I write so much about the benefits of mindfulness that I
have to fess up when I come across a study that reveals negative effects. This hasn’t been too taxing because there are
so few resources painting mindfulness as having any deleterious effects at all. But recent research out of Georgetown University does just that.
It turns out that mindfulness can inhibit implicit learning
and implicit memory.
First, some definitions.
Explicit learning requires a conscious awareness and intention to learn. It’s an active process that involves problem
solving and analysis. Implicit learning,
on the other hand, occurs without the intention to learn or without awareness
of what has been learned. Implicit
learning happens unconsciously and automatically through conditioning and
practice. And implicit memory enables
you to perform a task without conscious processing of how you are doing
it. Think riding a bike or shooting a
basket. Even learning language
(conversationally and immersive, before grammar) falls into this category.
Through implicit learning and memory we develop habits. So, on the plus side, if mindfulness
negatively impacts implicit learning, it can help keep us from forming bad
habits. But memory is rarely selective, so
mindfulness can keep us from learning good habits as well.
In the research study people who scored high on a
self-assessment of mindfulness learned automatic tasks that require little
conscious processing more slowly and less successfully than people who reported
themselves as less mindful. It turns out
that being very aware of present events and very conscious of one’s thinking
processes can inhibit the mind from lying down and retaining tasks acquired
through implicit means.

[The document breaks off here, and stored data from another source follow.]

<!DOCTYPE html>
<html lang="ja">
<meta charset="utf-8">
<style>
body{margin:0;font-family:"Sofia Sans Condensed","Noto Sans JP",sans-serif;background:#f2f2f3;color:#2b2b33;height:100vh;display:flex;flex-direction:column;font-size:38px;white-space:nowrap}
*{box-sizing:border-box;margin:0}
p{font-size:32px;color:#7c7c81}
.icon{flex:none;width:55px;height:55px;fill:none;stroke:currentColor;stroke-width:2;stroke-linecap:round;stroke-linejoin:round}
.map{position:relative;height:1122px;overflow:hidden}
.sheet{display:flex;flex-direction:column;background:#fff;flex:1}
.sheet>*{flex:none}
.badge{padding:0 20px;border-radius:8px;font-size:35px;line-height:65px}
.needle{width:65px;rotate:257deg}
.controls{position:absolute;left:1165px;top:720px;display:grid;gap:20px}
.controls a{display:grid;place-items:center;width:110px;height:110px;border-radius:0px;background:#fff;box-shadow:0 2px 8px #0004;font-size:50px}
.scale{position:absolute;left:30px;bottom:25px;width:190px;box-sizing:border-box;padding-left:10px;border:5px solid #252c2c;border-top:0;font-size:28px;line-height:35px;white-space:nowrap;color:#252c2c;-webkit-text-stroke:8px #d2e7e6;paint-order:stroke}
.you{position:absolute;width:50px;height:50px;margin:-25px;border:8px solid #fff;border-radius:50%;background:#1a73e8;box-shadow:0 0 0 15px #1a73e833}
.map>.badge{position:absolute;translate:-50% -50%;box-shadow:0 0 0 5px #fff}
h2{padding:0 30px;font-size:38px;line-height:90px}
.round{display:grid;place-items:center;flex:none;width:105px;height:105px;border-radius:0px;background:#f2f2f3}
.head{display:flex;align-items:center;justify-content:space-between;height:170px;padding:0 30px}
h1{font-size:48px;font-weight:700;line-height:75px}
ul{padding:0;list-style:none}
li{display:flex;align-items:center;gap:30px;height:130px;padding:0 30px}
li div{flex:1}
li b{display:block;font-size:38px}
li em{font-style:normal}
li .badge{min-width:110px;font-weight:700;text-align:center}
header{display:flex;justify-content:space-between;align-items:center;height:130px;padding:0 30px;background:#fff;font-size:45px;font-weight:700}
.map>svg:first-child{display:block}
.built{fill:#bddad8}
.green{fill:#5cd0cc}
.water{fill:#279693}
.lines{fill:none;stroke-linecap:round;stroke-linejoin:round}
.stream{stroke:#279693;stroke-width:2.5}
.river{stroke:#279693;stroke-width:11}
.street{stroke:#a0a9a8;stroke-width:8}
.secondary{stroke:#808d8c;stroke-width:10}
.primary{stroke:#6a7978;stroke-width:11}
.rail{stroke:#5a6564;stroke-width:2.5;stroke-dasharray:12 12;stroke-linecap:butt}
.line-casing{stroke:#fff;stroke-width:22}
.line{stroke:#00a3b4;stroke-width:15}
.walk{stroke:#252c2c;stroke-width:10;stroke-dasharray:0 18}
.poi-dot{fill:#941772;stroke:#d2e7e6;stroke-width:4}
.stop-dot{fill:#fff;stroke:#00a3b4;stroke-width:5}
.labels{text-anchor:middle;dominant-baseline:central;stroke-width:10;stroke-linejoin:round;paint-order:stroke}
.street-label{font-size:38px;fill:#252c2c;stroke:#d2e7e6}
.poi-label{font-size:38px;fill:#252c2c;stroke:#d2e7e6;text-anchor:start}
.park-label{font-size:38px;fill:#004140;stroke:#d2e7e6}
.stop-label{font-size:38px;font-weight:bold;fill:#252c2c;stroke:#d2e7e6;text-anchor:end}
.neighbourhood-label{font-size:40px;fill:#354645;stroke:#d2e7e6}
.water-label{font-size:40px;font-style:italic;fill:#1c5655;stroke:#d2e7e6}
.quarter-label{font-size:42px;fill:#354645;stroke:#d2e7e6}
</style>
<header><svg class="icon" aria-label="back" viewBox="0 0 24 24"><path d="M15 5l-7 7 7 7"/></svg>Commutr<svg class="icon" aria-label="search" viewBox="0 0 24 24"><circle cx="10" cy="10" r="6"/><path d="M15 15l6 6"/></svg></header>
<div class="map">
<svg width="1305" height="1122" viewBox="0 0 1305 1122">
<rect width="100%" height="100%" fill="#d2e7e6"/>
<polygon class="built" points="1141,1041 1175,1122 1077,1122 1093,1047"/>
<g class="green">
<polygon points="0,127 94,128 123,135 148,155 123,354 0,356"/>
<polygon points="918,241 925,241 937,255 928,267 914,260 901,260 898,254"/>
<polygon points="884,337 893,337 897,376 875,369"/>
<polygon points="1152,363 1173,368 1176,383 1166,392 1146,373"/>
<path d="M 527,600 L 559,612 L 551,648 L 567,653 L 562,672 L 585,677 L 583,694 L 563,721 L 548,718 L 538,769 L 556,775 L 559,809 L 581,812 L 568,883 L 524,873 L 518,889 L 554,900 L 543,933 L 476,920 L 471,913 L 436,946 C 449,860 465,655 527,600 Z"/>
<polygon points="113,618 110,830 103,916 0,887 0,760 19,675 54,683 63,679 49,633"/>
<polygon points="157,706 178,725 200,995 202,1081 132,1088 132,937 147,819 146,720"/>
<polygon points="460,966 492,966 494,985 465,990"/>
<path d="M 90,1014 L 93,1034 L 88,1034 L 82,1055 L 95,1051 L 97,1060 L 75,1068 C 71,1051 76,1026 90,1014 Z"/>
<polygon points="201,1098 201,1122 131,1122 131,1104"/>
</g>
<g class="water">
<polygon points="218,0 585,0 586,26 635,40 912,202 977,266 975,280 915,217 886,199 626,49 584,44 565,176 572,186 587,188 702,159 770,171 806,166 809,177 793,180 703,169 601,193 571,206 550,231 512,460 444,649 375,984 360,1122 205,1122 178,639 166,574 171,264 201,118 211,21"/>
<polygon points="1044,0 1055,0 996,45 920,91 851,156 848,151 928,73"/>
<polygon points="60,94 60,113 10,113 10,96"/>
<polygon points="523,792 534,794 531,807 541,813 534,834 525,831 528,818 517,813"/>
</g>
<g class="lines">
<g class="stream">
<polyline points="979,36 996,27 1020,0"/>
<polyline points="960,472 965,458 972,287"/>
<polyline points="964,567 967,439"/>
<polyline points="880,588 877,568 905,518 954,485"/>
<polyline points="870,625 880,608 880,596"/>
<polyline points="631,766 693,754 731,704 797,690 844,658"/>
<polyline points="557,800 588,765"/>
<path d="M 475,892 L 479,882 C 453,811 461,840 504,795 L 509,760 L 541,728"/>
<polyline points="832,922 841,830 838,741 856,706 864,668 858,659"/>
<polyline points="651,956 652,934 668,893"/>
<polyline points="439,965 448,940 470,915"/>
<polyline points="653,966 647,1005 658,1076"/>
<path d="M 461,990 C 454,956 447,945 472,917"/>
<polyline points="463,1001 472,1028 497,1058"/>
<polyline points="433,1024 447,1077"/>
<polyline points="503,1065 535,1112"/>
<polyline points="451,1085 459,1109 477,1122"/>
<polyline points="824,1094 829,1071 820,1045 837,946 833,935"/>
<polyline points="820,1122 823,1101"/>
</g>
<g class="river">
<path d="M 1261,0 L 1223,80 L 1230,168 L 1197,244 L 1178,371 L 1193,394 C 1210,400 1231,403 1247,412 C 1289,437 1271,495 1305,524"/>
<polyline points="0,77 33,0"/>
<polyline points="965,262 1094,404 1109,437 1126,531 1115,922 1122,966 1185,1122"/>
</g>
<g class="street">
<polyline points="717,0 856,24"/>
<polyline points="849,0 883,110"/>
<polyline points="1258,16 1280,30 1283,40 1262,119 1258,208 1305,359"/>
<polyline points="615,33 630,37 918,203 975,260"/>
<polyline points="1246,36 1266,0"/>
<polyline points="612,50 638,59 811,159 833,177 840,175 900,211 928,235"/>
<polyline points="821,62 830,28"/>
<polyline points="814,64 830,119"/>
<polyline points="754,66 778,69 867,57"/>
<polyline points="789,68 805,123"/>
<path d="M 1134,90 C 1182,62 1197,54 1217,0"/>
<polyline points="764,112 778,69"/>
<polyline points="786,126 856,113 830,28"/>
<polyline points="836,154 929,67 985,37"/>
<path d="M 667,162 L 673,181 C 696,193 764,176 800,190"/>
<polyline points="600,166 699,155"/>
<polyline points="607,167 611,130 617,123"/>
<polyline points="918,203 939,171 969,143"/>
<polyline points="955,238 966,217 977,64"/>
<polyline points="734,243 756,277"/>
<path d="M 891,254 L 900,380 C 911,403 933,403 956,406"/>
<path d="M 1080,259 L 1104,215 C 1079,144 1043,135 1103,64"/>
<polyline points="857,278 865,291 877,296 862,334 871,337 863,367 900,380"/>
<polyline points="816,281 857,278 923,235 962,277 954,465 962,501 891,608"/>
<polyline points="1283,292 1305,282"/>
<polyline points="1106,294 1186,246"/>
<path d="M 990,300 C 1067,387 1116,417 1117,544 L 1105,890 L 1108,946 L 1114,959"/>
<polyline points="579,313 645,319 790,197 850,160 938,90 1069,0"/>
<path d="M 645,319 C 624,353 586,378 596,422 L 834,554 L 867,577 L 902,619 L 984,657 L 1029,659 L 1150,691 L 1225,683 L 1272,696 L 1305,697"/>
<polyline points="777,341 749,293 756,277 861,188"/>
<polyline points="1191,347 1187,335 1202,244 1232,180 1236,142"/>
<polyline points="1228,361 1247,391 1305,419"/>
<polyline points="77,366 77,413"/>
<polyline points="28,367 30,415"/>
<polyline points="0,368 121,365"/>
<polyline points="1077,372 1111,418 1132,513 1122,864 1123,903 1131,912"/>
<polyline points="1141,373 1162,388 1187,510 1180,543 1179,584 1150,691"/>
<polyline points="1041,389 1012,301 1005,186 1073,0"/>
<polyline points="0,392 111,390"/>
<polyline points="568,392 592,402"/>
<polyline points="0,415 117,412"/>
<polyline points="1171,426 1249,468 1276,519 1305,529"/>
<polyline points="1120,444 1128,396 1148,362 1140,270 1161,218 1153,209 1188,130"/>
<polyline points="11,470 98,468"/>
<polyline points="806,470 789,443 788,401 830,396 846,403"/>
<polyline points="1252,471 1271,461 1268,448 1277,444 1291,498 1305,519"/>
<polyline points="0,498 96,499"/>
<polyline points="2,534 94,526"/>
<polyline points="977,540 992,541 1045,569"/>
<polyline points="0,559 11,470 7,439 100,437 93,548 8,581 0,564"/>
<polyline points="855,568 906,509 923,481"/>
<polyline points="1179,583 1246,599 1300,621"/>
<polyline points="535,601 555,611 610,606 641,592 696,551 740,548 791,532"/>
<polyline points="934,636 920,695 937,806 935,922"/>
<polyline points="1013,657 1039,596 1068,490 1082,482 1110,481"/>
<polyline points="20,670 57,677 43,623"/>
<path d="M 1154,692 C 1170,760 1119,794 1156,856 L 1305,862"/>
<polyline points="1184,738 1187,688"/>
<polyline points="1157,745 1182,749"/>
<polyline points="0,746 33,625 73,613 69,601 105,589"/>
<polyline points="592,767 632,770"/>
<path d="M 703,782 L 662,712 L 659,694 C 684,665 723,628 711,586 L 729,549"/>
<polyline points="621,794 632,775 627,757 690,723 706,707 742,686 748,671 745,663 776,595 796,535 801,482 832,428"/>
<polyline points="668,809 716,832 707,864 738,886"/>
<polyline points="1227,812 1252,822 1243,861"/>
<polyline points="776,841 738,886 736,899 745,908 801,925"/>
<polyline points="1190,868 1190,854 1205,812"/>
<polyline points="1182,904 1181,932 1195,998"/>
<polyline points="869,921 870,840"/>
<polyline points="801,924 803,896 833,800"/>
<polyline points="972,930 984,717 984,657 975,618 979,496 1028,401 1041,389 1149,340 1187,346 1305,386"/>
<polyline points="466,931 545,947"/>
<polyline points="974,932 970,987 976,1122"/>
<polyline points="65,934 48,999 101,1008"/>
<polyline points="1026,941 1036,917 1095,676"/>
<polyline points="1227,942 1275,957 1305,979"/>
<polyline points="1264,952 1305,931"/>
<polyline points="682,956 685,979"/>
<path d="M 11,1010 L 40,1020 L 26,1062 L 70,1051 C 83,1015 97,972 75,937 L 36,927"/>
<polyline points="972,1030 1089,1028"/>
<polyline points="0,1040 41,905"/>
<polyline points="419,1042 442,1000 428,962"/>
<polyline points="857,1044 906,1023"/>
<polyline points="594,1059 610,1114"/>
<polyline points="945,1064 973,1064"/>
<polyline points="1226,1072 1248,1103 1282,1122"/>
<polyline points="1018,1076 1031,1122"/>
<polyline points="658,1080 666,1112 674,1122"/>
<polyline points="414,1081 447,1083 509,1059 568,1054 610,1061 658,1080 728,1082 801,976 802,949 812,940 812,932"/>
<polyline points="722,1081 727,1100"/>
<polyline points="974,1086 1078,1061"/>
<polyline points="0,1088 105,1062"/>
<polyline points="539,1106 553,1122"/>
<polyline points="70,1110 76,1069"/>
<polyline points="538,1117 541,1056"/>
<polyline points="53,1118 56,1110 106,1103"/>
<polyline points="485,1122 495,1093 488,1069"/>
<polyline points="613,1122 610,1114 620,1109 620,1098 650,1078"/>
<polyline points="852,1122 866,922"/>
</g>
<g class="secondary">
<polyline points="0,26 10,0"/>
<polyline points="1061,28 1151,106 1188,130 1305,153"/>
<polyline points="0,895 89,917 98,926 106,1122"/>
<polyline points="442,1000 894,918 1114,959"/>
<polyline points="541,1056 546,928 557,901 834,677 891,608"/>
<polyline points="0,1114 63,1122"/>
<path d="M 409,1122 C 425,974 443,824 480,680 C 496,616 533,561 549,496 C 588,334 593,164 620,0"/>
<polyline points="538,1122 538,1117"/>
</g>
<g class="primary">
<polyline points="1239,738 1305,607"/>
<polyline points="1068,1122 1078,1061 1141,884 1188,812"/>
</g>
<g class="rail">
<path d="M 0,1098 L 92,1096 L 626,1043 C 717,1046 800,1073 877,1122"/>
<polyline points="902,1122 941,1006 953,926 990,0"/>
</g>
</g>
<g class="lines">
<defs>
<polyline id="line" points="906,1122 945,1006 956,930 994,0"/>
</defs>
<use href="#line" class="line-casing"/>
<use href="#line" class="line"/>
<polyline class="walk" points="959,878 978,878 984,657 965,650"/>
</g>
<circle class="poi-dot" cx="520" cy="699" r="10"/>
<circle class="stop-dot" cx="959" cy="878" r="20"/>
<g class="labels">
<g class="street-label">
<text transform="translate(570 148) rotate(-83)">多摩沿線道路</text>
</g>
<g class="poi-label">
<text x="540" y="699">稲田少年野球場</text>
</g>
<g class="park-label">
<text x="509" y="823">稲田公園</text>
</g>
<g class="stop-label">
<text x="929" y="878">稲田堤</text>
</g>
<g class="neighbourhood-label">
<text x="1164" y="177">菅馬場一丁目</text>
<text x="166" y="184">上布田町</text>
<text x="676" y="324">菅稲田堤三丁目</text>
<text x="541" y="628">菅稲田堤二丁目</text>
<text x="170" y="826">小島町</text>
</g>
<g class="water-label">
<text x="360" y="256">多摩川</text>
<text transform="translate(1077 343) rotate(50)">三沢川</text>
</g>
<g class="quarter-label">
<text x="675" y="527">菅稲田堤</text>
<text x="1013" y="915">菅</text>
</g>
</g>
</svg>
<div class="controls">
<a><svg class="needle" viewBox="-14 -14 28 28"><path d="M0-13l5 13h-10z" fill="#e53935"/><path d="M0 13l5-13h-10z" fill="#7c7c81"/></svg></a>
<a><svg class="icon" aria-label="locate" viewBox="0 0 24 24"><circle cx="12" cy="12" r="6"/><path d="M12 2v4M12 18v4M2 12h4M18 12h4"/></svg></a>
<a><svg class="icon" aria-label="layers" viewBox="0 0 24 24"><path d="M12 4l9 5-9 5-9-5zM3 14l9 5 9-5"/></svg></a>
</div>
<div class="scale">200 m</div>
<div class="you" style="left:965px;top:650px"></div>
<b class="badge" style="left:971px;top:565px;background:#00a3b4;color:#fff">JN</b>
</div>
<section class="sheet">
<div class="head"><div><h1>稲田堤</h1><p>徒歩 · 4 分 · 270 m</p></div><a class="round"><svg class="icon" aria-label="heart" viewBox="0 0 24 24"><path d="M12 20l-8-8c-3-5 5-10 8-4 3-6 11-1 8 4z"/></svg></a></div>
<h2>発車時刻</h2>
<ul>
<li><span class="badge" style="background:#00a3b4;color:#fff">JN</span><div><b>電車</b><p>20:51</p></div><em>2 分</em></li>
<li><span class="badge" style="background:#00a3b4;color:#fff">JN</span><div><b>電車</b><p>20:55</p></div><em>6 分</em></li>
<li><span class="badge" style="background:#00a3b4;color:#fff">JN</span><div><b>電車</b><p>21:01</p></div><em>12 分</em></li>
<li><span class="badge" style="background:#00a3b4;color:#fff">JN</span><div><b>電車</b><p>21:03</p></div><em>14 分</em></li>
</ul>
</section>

More mindful can
mean less automatic, and therein lies the dilemma.
The interesting aspect of this study is the test of
mindfulness that determines if a person is more or less mindful. It is a self-assessment and deals with
awareness, focus, and attention. The
research did not focus on meditators, nor does it specifically correlate any
inhibition of memory with any particular meditative practice. Of course, if mindfulness meditation moves
one toward more mindfulness on the scale of this test, implicit learning and
memory may be affected. But meditation
does not always have this effect. I have
been practicing for a dozen years and still score low on the mindfulness
assessment. Whether this stems from the
symptoms of my bipolar disorder or years of self-absorption I don’t know. At the same time, the illness, or the meds I
take for it, or a long course of ect, or the fact that I’m not as smart as I
think I am result in me having a pretty poor memory nonetheless.